By World Bulletin Staff
Western Sahara independence seems as inviable because of Morocco and Western Saharawi independence movement Polisario Front have not agreed yet over issue.
Morocco's proposal of an autonomy for the territory, which it annexed after the colonial power Spain withdrew from there in 1975, has been received favourably by the United States and France, but the Western Saharawi independence movement Polisario Front continues insisting on a referendum on independence.
Dutch diplomat Peter van Walsum, the United Nations' secretary-general's personal envoy to Western Sahara, believes the independence of the desert territory from Morocco to have become an unrealistic plan, the Spanish daily El Pais reported Friday.

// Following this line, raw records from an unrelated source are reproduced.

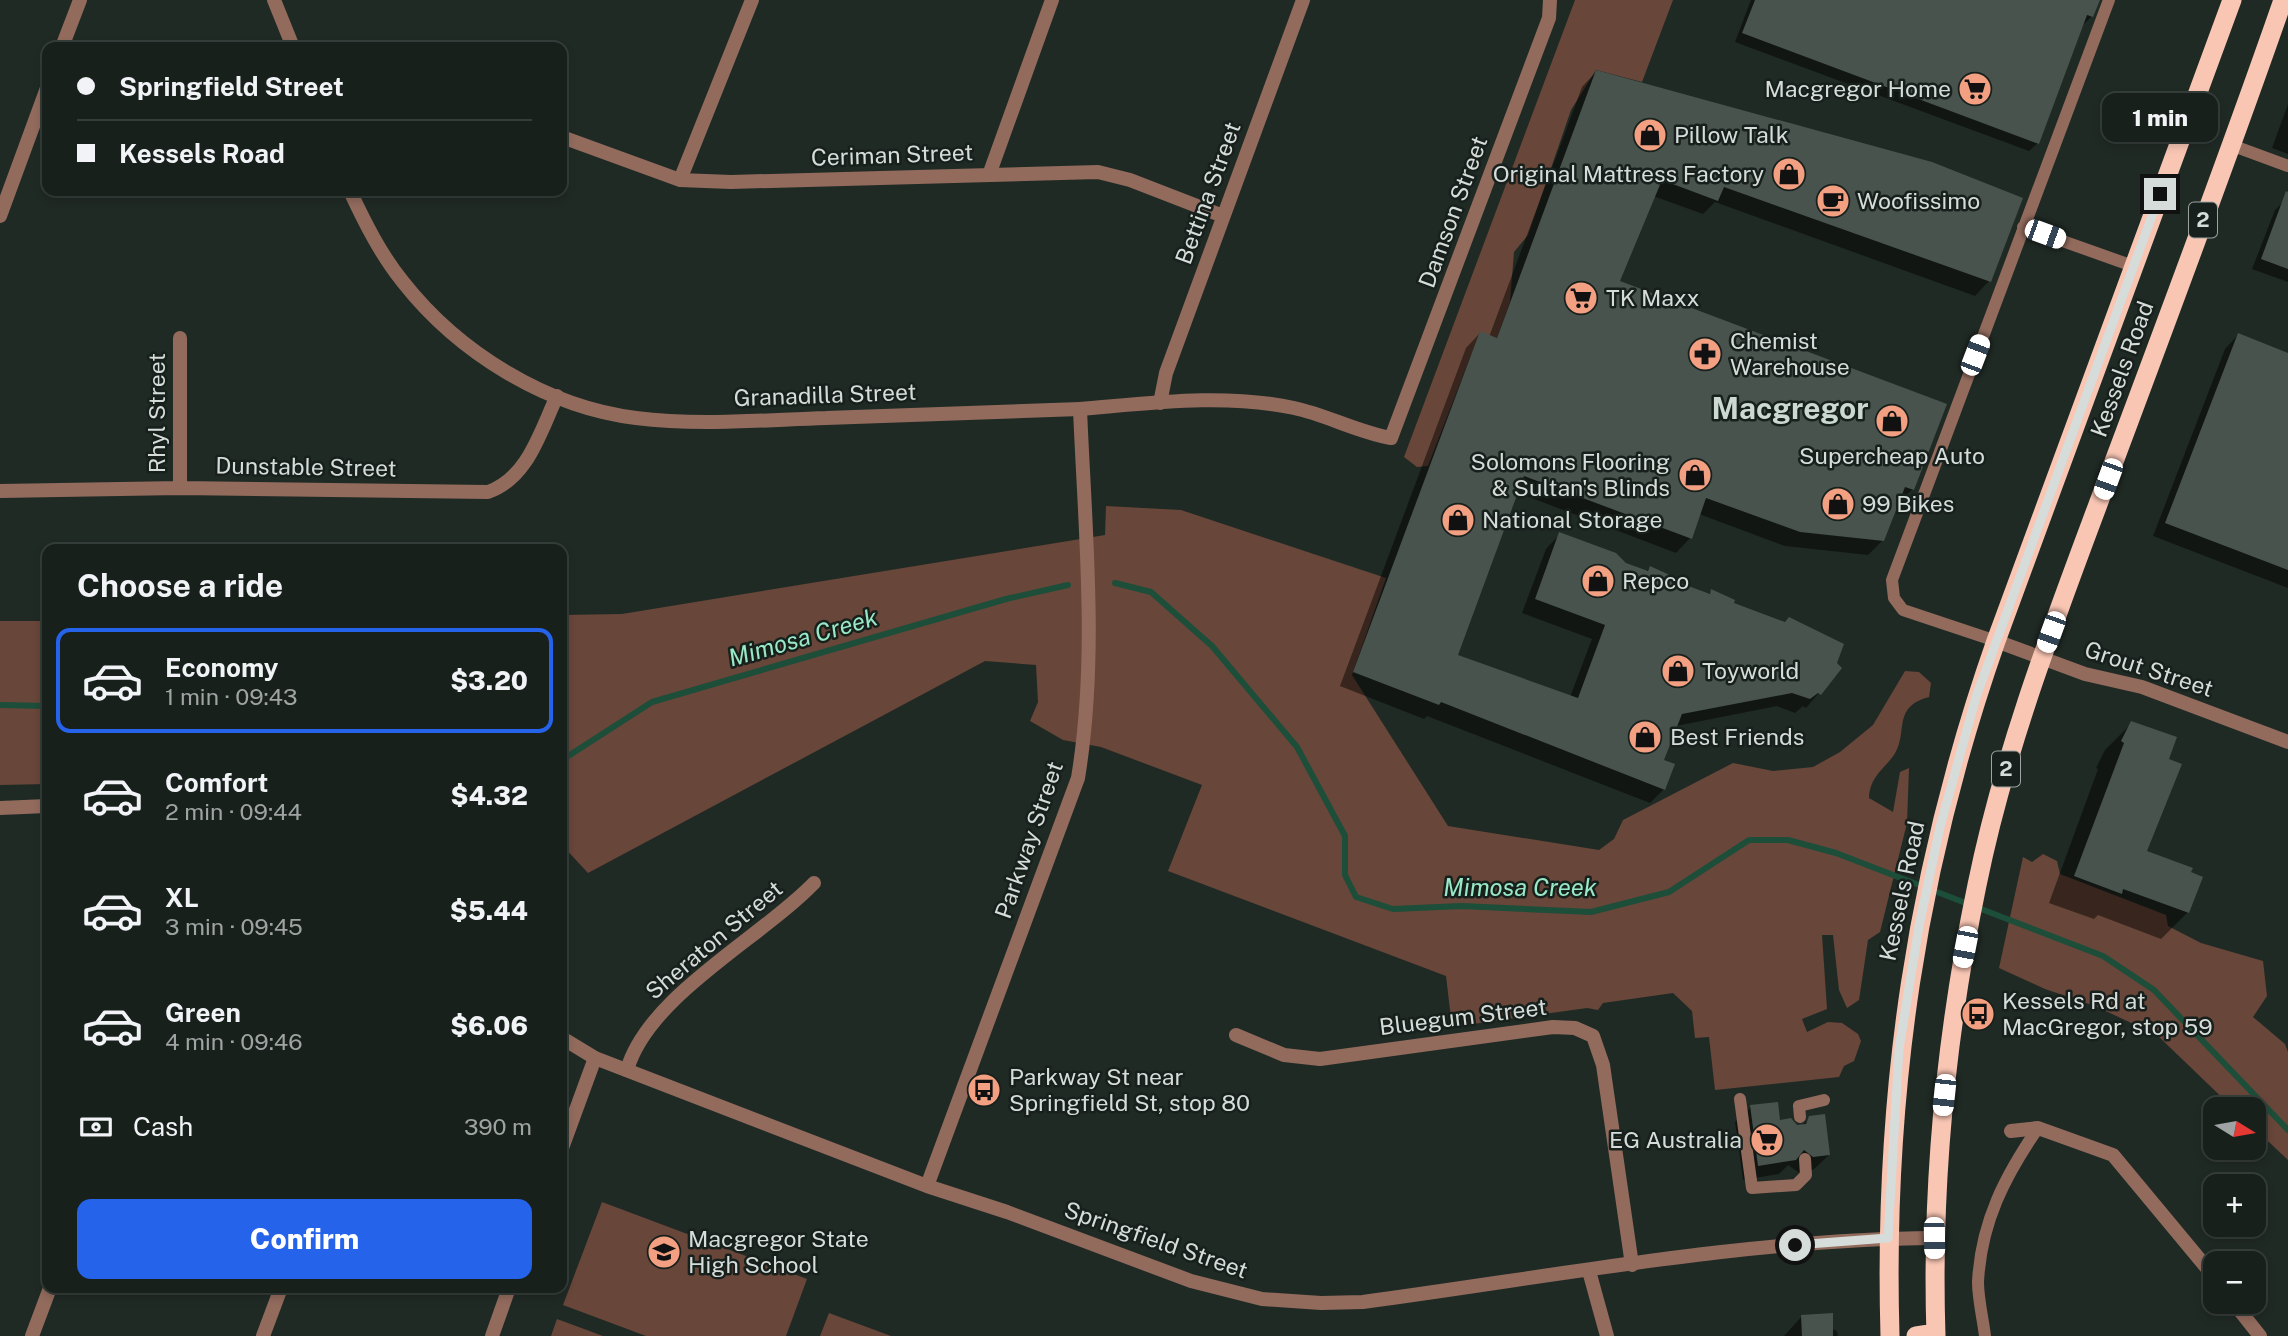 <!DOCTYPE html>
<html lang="en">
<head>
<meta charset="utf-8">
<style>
	body { margin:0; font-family:"Public Sans",sans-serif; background:#212825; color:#f1f3f6; height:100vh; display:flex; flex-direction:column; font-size:26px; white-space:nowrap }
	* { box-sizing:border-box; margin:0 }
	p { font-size:23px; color:#9fa3a3 }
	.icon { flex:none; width:38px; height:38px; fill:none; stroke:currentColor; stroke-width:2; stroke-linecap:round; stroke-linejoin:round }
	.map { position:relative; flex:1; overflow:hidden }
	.details { position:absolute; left:42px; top:544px; width:525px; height:749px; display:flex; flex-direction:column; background:#18201c; border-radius:14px; box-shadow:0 4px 10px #0003,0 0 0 2px #363e3b }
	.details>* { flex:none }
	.guide { position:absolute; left:42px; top:42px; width:525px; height:154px; border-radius:14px; box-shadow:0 4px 10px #0003,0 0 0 2px #363e3b; display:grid; align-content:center; height:154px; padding:0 35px; background:#18201c }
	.needle { width:46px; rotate:101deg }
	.buttons { position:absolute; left:2203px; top:1097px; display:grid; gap:14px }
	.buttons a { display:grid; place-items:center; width:63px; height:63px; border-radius:14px; background:#18201c; box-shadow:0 4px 10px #0003,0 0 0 2px #363e3b; font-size:35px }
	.end { position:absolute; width:32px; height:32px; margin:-16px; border:9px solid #d6dcd9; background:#111; box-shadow:0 0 0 4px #111 }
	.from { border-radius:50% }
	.bubble { position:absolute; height:49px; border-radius:14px; background:#18201c; box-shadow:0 4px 10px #0003,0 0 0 2px #363e3b; font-size:23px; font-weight:800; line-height:49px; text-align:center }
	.car { position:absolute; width:21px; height:42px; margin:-21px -10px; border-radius:9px; box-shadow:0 0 5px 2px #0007; background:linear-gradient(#fff 24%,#345 0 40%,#fff 0 76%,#345 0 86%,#fff 0) }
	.guide b { display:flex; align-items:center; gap:24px; height:66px; font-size:26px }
	.guide b+b { border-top:2px solid #363e3b }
	.guide i { width:18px; height:18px; background:#f1f3f6 }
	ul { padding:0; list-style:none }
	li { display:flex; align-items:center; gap:21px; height:105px; margin:0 14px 10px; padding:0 21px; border:4px solid transparent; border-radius:14px }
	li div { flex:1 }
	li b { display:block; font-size:26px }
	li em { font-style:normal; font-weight:800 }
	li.selected { border-color:#2563eb }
	li>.icon { width:63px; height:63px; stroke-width:1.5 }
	h2 { padding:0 35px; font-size:32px; line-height:84px }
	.pay { display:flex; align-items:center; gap:18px; height:77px; padding:0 35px; font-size:26px }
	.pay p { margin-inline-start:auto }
	.primary-button { display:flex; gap:14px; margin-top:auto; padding:14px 35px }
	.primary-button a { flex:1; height:80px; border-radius:14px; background:#2563eb; color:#fff; font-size:28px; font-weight:800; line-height:80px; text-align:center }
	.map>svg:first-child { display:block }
</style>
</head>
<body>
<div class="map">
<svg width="2288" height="1336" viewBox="0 0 2288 1336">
	<rect width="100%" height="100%" fill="#202a25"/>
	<!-- green -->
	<path fill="#684639" d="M1575,0h98l-31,82 -46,-12 -25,40 -43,125 -14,17 -4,50 -13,36 -17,-6 -52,134 -11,1 -13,-10z
		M1106,506l75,4 205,68 -34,97 96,151 151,24 15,-11 9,-19 110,-57 40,8 40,-4 27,-15 33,-27 32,-54 14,1 12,11 -2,14c-38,10 -20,36 -35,58 -11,15 -24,22 -25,43l24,14 7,-40 9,-4 -2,55 -27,109 -12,8 -9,60 -12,8 -8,-18 -6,-55h-11l5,74 -25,10 5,13 21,-10 14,1 16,11 3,7 -7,20 -10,5 -5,11 -124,13 -6,-53 -14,1 -3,-27 -19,-18 -70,10 -5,7 -11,-2 -135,19 -6,-51 -278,-105 34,-86 -101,-38 -38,-7 -33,-19 8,-19 -2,-37 -51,-4 -397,212 -26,-28v-230l60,-1 483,-79z
		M0,621h47v163l-47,1z
		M2043,854l14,7 3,13 106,41 2,11 33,17 62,18 4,35 -14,21 32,27 3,8v108l-34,-32v-18l-20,-1 -77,-74 -62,-29 -50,-17 -46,-21 24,-111 9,5z
		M602,1202l205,77 -21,57h-140l-83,-31z
		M829,1313l62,23h-71z
		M557,1319l46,17h-52z"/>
	<!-- shadow -->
	<path fill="#0007" d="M1751,0h347l-6,16 -9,9 -45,118 -9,8 -294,-109z
		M1596,72l393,209 -14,15 -260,-94 -12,12 -50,-18 -36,86 296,207 -16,14 -14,37 -15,15 -83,-9 -86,-32 -9,24 -14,15 -160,-61 -60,164 114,41 22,-58 -70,-26 24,-64 14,-15 85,38 5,-4 19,13 38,14 5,-4 128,77 -34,40 -3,-2 -8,7 -18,-7 -101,20 -14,35 2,28 -14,14 -223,-87 -3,3 -84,-33 126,-338 14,-15 9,4 93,-250z
		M2288,104v50l-16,-6z
		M2285,200l3,1v81l-36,-13 23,-59z
		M2238,335l50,20v233l-135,-52 72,-187z
		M2132,723l35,37 -22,92 43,60 -27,27 -63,-24 -4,4 -45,-16 49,-134 -2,-1 9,-18z
		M1751,1107l28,15 21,6 10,-10 19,37 -16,15 -15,2 -10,-7 -9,9 -36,6 -8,-58z
		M1802,1316l35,15 1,5h-54z"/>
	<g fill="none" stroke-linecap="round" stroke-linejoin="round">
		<!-- stream -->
		<path stroke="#1c4e3a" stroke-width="6" d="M1115,583l36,9 61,54 85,101 48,89v39l11,22 37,12 69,-3 129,6 78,-20 80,-52h39l48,13 267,103 51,34 134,140
			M0,705l47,1
			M562,760l90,-58 354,-103 62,-14"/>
	</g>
	<!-- building -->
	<path fill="#48534d" d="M1755,0h345l-7,17 -6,-2 -48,129 -297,-111z
		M1596,70l336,92 91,36 -32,84 -267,-95 -6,14 -56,-21 -42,101 327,123 -33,86 -9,-3 -21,54 -84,-9 -94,-34 -14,41 -168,-63 -66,179 120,43 27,-73 -70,-26 24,-67 57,21 10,10 22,8 2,-5 24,11 -2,3 38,14 1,-5 24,11 -1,3 51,19 4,-5 55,27 -7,19 5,5 -21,27 -3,-2 -8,6 -18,-6 -110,21 -18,46 11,4 -10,26 -224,-88 -2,3 -86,-33 127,-341 17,7z
		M2286,191l2,1v77l-27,-10z
		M2238,333l50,20v217l-123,-47z
		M2131,721l46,16 -8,22 13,5 -35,87 46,17 -2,4 12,5 -14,36 -66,-24 -1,5 -48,-18 50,-133 -3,-2z
		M1778,1102l2,18 11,-2 6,7 9,-1 3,-8 16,-2 5,41 -17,2 -9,-7 -8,10 -38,6 -8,-61z
		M1833,1313v23h-31l-1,-21z"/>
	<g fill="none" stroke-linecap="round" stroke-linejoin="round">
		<!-- service -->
		<path stroke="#926b5d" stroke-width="12" d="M2231,145l57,21
			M2023,227l110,39
			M1996,641l-93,-31 -9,-12 -2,-18 217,-580
			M1740,1099l12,89 44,-3 10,-10 -1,-16
			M1800,1117l-1,-11 25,-6
			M1985,1336c-2,-17 -7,-37 -7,-54 3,-60 27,-106 60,-154"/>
		<!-- minor -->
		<path stroke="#926b5d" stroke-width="14" d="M62,47l18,-47
			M562,137l118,43 51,2 367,-10 32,8 93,36
			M989,175l63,-175
			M680,180l72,-180
			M0,216l47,-128
			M1160,403l6,-30 137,-373
			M1080,409c71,-6 144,-16 214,-1 33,7 63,24 97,30l158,-420 1,-18
			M180,488v-150
			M0,491l180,-3 308,4c40,-14 52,-60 69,-96
			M1996,641l89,33 57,13 146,55
			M1236,1035l48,20 36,4 233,-32 22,1 18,8 10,29 29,200
			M627,1070c21,-74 134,-132 187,-187
			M2011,1131l27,-3 75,27 103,124
			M562,1148l33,-90
			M1589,1271l18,65
			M2233,1302l27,34
			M32,1336l18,-48
			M263,1336l18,-48
			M492,1336l17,-48"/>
		<!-- tertiary -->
		<path stroke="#926b5d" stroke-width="14" d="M274,0l19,47
			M350,191c15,32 31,64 53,91 55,70 143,125 233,136 62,8 127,2 190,0 85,-3 170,-6 254,-9 5,123 18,247 -2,369l-151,408
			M0,808l47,-2
			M562,1038l33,20 332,128 80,26 184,69 71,18 59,4 42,-1c187,-25 384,-63 571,-64"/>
		<!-- trunk -->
		<path stroke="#f9c6b4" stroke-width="19" d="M1890,1336c-7,-241 26,-467 106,-695l236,-641
			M1916,1336l20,-3
			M1936,1336c-5,-152 10,-302 41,-451 27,-133 76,-260 123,-386 62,-166 125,-332 183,-499"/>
	</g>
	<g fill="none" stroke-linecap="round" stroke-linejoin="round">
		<!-- route -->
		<path stroke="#d6dcd9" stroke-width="9" d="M1795,1245l93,-7 11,-189 20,-123 21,-99 36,-130 184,-503"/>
	</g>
	<!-- icons -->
	<defs>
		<symbol id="supermarket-disc" viewBox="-11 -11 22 22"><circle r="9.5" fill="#f3a082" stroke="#17201c"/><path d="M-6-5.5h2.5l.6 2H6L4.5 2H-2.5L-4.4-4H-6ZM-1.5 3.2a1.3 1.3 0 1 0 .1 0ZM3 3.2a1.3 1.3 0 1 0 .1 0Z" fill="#111"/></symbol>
		<symbol id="shop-disc" viewBox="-11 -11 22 22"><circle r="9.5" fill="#f3a082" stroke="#17201c"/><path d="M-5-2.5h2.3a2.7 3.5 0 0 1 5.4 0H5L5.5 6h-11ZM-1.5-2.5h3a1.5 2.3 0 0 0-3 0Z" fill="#111"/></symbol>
		<symbol id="cafe-disc" viewBox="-11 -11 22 22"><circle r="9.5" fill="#f3a082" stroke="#17201c"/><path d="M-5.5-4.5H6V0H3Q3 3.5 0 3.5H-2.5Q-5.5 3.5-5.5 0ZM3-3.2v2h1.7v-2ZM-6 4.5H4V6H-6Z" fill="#111"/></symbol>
		<symbol id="pharmacy-disc" viewBox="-11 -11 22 22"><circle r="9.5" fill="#f3a082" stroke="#17201c"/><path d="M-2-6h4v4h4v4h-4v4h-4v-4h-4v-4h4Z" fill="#111"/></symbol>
		<symbol id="bus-disc" viewBox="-11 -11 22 22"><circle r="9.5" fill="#f3a082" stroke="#17201c"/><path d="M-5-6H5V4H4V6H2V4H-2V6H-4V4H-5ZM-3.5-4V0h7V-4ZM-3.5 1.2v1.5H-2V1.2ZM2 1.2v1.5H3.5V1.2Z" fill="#111"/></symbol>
		<symbol id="school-disc" viewBox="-11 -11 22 22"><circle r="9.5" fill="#f3a082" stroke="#17201c"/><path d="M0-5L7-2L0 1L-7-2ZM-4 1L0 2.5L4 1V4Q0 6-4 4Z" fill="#111"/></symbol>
	</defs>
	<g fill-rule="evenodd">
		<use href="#supermarket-disc" x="1956" y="70" width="38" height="38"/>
		<use href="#shop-disc" x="1631" y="116" width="38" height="38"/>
		<use href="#shop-disc" x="1770" y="155" width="38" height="38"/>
		<use href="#cafe-disc" x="1814" y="182" width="38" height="38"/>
		<use href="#supermarket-disc" x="1562" y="279" width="38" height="38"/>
		<use href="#pharmacy-disc" x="1686" y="335" width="38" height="38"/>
		<use href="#shop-disc" x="1873" y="402" width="38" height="38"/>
		<use href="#shop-disc" x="1676" y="456" width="38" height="38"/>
		<use href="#shop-disc" x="1819" y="485" width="38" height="38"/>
		<use href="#shop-disc" x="1439" y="501" width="38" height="38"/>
		<use href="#shop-disc" x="1579" y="562" width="38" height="38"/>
		<use href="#shop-disc" x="1659" y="652" width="38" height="38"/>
		<use href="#shop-disc" x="1626" y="718" width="38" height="38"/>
		<use href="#bus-disc" x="1959" y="995" width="38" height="38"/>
		<use href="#bus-disc" x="965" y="1071" width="38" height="38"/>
		<use href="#supermarket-disc" x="1748" y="1121" width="38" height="38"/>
		<use href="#school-disc" x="645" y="1233" width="38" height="38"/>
	</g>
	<g text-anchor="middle" stroke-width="5" stroke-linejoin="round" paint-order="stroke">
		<!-- shield labels -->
		<g fill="#17201c" stroke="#9da4a0" stroke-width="2">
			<rect x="2189" y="202.5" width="28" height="35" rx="5"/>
			<rect x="1992" y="751.5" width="28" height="35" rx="5"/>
		</g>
		<g font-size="21" font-weight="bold" fill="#d6dcd9">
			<text x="2203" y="227">2</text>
			<text x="2006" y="776">2</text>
		</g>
		<!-- poi labels -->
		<g font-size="23" fill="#d6dcd9" stroke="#17201c" text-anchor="start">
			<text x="1951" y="97" text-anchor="end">Macgregor Home</text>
			<text x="1674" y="143">Pillow Talk</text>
			<text x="1764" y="182" text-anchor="end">Original Mattress Factory</text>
			<text x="1857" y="209">Woofissimo</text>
			<text x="1606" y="306">TK Maxx</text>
			<text x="1730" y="349">Chemist<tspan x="1730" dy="26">Warehouse</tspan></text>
			<text x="1892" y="464" text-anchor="middle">Supercheap Auto</text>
			<text x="1670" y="470" text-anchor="end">Solomons Flooring<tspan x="1670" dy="26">&amp; Sultan's Blinds</tspan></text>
			<text x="1862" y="512">99 Bikes</text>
			<text x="1482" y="528">National Storage</text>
			<text x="1622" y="589">Repco</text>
			<text x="1702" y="679">Toyworld</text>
			<text x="1670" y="745">Best Friends</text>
			<text x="2002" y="1009">Kessels Rd at<tspan x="2002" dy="26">MacGregor, stop 59</tspan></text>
			<text x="1009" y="1085">Parkway St near<tspan x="1009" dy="26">Springfield St, stop 80</tspan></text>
			<text x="1742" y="1148" text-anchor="end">EG Australia</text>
			<text x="688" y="1247">Macgregor State<tspan x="688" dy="26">High School</tspan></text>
		</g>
		<!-- street labels -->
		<g font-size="23" fill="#d6dcd9" stroke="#17201c">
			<text transform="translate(892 155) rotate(-2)" y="8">Ceriman Street</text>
			<text transform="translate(1208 193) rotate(-70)" y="8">Bettina Street</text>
			<text transform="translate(1453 212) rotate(-70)" y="8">Damson Street</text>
			<text transform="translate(2122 369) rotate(-70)" y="8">Kessels Road</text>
			<text transform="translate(825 395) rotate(-2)" y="8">Granadilla Street</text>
			<text transform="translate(157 413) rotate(-90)" y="8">Rhyl Street</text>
			<text transform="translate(306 467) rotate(1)" y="8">Dunstable Street</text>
			<text transform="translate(2149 669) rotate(18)" y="8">Grout Street</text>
			<text transform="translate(1029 840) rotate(-71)" y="8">Parkway Street</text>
			<text transform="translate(1902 891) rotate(-78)" y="8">Kessels Road</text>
			<text transform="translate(714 940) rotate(-40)" y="8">Sheraton Street</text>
			<text transform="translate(1463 1017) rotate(-7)" y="8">Bluegum Street</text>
			<text transform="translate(1156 1240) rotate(19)" y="8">Springfield Street</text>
		</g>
		<!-- water labels -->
		<g font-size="24" font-style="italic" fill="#99e9c6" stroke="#17201c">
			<text transform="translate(803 638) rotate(-16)" y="8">Mimosa Creek</text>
			<text x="1520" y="896">Mimosa Creek</text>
		</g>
		<!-- district labels -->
		<g font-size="30" font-weight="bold" fill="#ccd9d3" stroke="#17201c">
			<text x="1790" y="419">Macgregor</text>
		</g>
	</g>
</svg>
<div class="buttons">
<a><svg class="needle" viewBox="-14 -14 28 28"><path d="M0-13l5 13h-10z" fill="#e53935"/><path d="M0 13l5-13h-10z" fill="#9fa3a3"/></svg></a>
<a>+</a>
<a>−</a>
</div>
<i class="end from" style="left:1795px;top:1245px"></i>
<i class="end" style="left:2160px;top:194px"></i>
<div class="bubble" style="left:2102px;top:93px;width:116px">1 min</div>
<i class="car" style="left:2045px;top:234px;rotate:110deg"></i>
<i class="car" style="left:1975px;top:355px;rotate:21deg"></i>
<i class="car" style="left:2108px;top:479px;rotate:200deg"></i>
<i class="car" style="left:2051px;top:632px;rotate:200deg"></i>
<i class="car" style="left:1965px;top:947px;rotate:191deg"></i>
<i class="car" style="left:1944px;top:1095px;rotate:186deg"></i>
<i class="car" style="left:1934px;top:1238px;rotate:179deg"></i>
<div class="guide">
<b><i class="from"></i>Springfield Street</b>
<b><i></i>Kessels Road</b>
</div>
<section class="details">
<h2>Choose a ride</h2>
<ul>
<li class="selected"><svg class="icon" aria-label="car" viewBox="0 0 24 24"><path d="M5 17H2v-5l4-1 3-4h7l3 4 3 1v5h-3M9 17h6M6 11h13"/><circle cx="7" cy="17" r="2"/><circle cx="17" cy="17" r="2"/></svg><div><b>Economy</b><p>1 min · 09:43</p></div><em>$3.20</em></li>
<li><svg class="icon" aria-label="car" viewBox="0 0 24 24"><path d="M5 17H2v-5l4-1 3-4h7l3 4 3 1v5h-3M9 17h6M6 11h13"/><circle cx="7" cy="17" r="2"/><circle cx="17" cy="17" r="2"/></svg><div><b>Comfort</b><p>2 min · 09:44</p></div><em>$4.32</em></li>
<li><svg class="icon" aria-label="car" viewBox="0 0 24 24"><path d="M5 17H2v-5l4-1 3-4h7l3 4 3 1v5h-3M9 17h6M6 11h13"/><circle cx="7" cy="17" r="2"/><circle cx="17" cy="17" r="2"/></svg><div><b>XL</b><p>3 min · 09:45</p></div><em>$5.44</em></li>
<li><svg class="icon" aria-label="car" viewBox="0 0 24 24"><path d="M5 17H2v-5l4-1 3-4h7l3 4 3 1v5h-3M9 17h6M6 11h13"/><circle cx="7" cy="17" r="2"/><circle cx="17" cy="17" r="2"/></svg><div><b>Green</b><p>4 min · 09:46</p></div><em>$6.06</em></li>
</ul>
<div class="pay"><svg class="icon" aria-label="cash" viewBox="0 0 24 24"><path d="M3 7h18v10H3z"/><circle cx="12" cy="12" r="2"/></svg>Cash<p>390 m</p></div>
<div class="primary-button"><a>Confirm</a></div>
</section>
</div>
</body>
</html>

"Thirty years of weighty legal arguments from Polisario did not produce any result," with the UN Security Council unwilling to "impose a solution," van Walsum said.
The referendum is foreseen in a 1991 United Nations plan adopted when Morocco and Polisario agreed on a ceasefire following 15 years of war in the desert.
However, the referendum was never staged because of opposition from Morocco, which quarrelled with Polisario over who would be allowed to vote.
"It is necessary to take into account the risk of creating false hopes and of prolonging the agony" of the 160,000 Saharawi refugees staying in Algerian camps, he explained.